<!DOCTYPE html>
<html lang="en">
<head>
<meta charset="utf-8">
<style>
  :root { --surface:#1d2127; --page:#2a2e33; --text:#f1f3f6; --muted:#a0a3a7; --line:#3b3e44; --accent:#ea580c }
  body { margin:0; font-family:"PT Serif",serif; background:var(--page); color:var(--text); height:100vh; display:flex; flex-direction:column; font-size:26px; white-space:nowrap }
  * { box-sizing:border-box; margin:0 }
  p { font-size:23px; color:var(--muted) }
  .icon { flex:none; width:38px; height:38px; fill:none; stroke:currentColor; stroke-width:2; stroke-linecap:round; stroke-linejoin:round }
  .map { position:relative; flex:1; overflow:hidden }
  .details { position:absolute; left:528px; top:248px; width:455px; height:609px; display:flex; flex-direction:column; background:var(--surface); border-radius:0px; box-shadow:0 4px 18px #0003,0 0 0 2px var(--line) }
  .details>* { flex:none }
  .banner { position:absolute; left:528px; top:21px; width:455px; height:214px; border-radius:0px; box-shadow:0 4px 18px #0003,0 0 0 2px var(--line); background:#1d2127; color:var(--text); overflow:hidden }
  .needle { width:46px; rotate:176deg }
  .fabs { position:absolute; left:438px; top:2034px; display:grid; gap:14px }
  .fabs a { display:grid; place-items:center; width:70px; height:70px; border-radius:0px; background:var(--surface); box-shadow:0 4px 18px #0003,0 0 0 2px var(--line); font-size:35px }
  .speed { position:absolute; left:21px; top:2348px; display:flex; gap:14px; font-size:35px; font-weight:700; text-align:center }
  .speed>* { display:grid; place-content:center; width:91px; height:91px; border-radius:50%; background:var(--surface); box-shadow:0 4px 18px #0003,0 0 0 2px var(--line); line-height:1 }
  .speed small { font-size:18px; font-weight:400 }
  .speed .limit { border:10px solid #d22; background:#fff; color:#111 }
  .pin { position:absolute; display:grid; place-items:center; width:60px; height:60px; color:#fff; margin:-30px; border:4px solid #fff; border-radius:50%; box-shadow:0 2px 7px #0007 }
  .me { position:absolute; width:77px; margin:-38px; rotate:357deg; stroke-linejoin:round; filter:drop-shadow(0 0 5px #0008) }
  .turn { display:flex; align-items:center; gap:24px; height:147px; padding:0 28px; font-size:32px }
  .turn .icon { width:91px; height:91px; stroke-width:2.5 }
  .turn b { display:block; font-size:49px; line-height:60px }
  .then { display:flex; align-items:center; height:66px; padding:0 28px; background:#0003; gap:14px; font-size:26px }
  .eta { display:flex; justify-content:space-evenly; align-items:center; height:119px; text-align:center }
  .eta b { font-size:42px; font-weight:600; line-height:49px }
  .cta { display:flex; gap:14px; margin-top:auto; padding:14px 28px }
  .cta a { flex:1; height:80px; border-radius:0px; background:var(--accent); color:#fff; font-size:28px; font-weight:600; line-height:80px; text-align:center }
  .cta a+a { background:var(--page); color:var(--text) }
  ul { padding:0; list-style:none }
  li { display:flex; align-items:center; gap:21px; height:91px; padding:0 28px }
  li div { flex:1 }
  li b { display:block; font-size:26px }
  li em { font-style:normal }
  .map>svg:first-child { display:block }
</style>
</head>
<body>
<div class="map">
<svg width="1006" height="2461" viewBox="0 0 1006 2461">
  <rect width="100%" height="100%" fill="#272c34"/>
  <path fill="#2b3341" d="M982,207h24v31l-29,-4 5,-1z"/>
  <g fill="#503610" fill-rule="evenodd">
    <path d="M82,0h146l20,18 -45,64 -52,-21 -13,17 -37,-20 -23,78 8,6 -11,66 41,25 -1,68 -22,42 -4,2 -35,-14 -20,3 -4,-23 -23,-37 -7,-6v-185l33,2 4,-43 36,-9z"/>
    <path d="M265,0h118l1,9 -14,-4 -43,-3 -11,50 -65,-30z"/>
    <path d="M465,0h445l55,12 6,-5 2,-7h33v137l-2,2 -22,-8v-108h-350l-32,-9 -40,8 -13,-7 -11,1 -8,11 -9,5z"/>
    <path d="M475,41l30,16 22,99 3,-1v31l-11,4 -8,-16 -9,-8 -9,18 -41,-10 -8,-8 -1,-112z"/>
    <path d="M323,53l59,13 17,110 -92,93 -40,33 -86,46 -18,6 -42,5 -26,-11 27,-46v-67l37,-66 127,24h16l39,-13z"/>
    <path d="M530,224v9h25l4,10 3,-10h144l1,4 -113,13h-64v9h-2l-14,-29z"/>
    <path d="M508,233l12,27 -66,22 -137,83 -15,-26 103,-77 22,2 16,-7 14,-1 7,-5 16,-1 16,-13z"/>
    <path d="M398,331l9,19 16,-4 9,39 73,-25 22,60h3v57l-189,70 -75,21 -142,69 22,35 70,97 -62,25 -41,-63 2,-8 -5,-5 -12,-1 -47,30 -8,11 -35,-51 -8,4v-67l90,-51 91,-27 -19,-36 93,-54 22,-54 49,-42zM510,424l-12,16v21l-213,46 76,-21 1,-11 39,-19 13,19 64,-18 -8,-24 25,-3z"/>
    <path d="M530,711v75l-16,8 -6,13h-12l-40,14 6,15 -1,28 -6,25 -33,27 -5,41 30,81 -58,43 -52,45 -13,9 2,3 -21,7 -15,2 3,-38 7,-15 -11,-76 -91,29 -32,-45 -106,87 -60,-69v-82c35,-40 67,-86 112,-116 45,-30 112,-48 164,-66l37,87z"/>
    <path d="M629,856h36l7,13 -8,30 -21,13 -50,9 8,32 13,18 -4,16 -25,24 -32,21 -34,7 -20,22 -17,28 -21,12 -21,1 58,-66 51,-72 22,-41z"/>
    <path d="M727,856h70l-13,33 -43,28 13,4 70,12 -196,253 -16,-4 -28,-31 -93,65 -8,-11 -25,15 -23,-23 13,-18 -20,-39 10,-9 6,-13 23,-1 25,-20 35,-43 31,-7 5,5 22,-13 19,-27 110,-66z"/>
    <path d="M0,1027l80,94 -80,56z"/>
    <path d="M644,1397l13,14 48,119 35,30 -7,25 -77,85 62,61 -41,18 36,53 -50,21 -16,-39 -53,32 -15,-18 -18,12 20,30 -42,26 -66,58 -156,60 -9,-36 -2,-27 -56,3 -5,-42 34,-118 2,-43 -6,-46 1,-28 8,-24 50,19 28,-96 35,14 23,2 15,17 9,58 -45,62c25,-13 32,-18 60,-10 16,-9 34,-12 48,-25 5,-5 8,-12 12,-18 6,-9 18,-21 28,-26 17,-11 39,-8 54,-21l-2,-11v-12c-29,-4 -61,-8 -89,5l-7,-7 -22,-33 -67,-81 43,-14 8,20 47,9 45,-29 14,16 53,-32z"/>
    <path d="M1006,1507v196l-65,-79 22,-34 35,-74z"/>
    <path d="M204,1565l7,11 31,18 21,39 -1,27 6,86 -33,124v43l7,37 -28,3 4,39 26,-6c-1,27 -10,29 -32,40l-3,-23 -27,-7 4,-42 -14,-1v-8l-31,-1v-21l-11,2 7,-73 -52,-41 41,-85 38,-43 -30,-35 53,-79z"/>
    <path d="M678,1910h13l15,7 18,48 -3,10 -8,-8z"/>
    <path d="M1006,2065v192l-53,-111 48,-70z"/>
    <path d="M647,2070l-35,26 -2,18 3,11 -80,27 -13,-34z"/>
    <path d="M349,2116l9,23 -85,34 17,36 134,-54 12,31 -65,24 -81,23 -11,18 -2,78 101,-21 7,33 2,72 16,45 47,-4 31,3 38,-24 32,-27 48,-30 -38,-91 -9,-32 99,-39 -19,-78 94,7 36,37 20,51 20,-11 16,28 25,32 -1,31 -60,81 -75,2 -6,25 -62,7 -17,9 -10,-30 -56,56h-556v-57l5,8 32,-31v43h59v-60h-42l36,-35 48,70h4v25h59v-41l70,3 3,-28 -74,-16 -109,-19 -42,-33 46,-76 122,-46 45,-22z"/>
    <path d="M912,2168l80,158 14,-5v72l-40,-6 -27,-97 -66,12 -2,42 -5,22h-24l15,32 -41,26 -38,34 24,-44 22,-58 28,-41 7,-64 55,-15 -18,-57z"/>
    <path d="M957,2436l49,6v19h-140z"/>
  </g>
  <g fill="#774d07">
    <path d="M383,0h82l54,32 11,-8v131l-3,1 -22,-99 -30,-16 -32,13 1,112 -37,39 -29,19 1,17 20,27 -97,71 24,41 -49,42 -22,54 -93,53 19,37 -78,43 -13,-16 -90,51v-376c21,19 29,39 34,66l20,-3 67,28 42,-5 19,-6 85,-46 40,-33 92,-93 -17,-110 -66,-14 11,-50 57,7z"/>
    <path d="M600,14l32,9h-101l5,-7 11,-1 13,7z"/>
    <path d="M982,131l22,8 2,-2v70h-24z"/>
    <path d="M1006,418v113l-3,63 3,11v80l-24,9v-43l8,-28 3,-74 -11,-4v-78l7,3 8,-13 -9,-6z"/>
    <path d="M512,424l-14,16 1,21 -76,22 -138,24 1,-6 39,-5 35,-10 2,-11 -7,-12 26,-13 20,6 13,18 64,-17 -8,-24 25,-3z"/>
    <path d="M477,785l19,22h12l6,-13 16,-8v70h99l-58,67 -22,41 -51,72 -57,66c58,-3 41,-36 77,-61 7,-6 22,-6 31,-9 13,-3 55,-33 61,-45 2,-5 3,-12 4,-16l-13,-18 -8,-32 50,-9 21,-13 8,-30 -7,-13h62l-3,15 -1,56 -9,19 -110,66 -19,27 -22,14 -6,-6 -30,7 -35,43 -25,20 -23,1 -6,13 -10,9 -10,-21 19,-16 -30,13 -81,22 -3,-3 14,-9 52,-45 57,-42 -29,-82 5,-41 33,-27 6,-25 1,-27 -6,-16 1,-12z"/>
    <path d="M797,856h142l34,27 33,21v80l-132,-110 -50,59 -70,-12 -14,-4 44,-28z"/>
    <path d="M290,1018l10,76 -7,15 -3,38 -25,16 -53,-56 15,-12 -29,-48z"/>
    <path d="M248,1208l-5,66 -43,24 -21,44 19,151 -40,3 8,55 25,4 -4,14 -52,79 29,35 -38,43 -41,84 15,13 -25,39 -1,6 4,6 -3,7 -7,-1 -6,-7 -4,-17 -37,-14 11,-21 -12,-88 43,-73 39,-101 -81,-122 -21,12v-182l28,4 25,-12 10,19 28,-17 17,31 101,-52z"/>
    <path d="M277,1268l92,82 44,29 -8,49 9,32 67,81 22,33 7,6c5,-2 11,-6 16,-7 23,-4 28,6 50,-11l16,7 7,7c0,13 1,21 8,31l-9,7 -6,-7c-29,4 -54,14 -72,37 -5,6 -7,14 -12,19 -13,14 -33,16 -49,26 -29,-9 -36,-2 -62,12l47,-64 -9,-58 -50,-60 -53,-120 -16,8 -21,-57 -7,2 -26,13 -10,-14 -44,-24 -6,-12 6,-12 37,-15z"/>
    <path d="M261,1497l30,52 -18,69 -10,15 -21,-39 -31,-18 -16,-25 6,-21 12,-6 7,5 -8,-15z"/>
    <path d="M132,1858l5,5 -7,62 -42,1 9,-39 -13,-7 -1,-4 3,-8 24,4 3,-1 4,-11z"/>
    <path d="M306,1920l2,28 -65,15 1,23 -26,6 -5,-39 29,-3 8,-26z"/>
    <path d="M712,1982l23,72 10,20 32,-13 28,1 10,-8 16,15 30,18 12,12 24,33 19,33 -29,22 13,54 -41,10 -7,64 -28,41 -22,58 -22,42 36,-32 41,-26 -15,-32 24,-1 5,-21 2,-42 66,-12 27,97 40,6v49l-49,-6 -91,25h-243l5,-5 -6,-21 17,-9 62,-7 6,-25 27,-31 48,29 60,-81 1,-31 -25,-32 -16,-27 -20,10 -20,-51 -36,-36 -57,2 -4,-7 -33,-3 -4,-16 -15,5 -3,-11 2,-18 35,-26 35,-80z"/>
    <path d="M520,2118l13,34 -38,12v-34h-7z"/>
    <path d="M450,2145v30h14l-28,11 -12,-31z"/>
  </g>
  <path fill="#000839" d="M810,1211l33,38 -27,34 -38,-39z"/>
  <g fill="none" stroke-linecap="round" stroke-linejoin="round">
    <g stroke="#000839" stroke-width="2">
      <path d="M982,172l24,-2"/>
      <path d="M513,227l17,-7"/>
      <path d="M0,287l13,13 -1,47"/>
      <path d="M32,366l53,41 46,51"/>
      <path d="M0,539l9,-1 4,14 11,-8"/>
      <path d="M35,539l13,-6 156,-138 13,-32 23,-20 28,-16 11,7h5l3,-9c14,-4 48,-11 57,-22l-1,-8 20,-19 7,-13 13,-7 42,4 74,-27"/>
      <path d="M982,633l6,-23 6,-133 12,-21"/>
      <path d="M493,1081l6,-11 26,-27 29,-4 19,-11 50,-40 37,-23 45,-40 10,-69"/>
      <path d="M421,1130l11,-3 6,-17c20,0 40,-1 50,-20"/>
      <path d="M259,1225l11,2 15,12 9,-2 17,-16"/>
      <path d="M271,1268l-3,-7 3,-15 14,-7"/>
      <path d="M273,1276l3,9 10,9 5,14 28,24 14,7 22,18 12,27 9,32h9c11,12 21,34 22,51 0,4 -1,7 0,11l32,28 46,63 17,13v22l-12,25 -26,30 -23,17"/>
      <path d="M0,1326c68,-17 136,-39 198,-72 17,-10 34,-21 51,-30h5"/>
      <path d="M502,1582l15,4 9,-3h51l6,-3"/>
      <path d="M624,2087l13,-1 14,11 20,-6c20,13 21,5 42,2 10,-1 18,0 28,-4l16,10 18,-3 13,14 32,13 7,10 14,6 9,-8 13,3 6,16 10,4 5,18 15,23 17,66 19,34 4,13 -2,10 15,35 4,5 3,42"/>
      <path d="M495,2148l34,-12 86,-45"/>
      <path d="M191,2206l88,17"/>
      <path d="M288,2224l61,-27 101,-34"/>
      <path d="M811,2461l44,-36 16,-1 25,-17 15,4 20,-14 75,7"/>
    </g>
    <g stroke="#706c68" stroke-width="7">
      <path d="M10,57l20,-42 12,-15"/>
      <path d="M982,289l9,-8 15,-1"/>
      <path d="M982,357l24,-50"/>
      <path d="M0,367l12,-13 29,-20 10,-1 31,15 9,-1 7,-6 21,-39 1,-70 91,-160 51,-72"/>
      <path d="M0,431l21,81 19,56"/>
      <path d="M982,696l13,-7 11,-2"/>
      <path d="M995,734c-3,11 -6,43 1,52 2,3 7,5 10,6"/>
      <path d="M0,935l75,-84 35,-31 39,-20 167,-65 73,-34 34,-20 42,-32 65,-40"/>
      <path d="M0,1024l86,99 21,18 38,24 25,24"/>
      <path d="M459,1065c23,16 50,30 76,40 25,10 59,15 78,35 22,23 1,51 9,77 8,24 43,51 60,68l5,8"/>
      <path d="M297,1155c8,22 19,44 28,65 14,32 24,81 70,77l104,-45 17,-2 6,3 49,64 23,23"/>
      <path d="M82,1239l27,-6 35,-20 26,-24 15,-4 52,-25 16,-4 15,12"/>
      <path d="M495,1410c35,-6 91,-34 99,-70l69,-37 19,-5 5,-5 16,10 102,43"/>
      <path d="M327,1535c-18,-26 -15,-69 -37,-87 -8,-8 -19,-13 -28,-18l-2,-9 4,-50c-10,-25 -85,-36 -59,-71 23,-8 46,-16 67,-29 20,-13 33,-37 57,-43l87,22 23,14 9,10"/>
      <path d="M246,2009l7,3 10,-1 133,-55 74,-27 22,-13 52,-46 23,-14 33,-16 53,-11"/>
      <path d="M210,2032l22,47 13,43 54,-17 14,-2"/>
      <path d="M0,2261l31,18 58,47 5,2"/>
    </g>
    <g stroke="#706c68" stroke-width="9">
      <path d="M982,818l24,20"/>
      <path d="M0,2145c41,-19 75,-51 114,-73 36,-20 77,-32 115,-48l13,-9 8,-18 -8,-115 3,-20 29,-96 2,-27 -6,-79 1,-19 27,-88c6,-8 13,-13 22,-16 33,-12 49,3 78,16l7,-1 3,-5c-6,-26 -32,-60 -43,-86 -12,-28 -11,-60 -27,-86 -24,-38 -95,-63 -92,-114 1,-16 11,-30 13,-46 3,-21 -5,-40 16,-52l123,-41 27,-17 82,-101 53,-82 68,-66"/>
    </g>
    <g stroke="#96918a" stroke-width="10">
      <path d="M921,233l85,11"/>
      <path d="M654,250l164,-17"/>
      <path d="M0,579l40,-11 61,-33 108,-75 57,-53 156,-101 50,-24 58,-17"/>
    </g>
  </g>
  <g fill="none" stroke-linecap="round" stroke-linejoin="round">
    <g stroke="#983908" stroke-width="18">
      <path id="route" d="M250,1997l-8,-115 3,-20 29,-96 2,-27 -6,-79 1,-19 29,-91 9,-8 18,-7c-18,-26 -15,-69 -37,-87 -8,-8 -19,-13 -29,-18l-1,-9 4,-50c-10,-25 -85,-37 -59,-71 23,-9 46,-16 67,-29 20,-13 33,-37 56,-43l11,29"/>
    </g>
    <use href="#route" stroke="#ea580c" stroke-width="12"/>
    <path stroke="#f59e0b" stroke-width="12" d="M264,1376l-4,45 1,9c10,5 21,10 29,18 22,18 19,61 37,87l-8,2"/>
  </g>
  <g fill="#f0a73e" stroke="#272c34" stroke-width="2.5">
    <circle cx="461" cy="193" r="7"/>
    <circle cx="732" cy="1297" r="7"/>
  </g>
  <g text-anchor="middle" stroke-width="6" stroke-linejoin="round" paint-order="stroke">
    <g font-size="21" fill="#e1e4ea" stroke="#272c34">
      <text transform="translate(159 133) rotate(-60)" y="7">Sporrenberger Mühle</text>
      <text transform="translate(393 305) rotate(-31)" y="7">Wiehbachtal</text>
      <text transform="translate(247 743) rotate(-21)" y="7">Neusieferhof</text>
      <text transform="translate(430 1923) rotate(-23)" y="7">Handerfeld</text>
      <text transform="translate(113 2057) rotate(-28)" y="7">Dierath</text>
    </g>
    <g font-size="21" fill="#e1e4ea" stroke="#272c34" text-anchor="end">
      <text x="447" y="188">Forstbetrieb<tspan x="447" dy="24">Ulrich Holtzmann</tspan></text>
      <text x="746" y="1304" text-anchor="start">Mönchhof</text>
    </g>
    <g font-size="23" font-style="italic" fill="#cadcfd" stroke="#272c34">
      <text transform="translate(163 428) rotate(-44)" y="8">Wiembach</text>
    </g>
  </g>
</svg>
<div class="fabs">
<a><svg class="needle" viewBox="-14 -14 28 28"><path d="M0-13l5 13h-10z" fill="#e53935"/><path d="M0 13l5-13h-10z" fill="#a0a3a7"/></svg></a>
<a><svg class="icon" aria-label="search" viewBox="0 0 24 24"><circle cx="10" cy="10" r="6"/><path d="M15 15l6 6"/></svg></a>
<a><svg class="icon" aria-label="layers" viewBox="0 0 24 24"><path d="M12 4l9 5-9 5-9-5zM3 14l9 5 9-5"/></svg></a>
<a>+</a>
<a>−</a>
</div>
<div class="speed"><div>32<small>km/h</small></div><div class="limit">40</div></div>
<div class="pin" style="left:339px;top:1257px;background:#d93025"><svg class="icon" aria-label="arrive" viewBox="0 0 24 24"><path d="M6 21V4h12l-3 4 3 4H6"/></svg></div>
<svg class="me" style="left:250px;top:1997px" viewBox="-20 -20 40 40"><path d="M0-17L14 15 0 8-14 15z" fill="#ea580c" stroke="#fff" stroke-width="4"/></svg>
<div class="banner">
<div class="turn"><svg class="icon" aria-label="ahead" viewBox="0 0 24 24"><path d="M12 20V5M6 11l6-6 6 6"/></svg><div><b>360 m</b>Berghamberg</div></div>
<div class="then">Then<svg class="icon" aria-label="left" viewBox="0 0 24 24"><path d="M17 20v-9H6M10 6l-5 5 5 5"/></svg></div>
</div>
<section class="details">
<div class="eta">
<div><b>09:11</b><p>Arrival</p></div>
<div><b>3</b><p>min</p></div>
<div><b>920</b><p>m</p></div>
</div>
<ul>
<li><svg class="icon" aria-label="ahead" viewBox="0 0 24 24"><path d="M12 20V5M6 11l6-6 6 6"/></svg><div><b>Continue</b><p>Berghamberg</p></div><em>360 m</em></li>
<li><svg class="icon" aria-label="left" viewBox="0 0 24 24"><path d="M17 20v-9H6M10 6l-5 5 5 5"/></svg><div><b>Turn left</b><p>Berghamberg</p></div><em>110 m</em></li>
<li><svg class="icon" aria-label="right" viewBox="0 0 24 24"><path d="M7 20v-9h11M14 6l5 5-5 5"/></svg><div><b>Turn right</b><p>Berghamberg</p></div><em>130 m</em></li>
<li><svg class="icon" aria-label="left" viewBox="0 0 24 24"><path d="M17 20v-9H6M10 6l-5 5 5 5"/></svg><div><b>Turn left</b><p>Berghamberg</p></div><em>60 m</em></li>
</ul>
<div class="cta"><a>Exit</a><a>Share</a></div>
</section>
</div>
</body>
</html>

■ ■ ■ ■ ■

▶ [Aim of the task]: Print the records verbatim, stopping after the "position:absolute; left:438px; top:2034px;" line.

▶ [Answer section]:
<!DOCTYPE html>
<html lang="en">
<head>
<meta charset="utf-8">
<style>
  :root { --surface:#1d2127; --page:#2a2e33; --text:#f1f3f6; --muted:#a0a3a7; --line:#3b3e44; --accent:#ea580c }
  body { margin:0; font-family:"PT Serif",serif; background:var(--page); color:var(--text); height:100vh; display:flex; flex-direction:column; font-size:26px; white-space:nowrap }
  * { box-sizing:border-box; margin:0 }
  p { font-size:23px; color:var(--muted) }
  .icon { flex:none; width:38px; height:38px; fill:none; stroke:currentColor; stroke-width:2; stroke-linecap:round; stroke-linejoin:round }
  .map { position:relative; flex:1; overflow:hidden }
  .details { position:absolute; left:528px; top:248px; width:455px; height:609px; display:flex; flex-direction:column; background:var(--surface); border-radius:0px; box-shadow:0 4px 18px #0003,0 0 0 2px var(--line) }
  .details>* { flex:none }
  .banner { position:absolute; left:528px; top:21px; width:455px; height:214px; border-radius:0px; box-shadow:0 4px 18px #0003,0 0 0 2px var(--line); background:#1d2127; color:var(--text); overflow:hidden }
  .needle { width:46px; rotate:176deg }
  .fabs { position:absolute; left:438px; top:2034px; display:grid; gap:14px }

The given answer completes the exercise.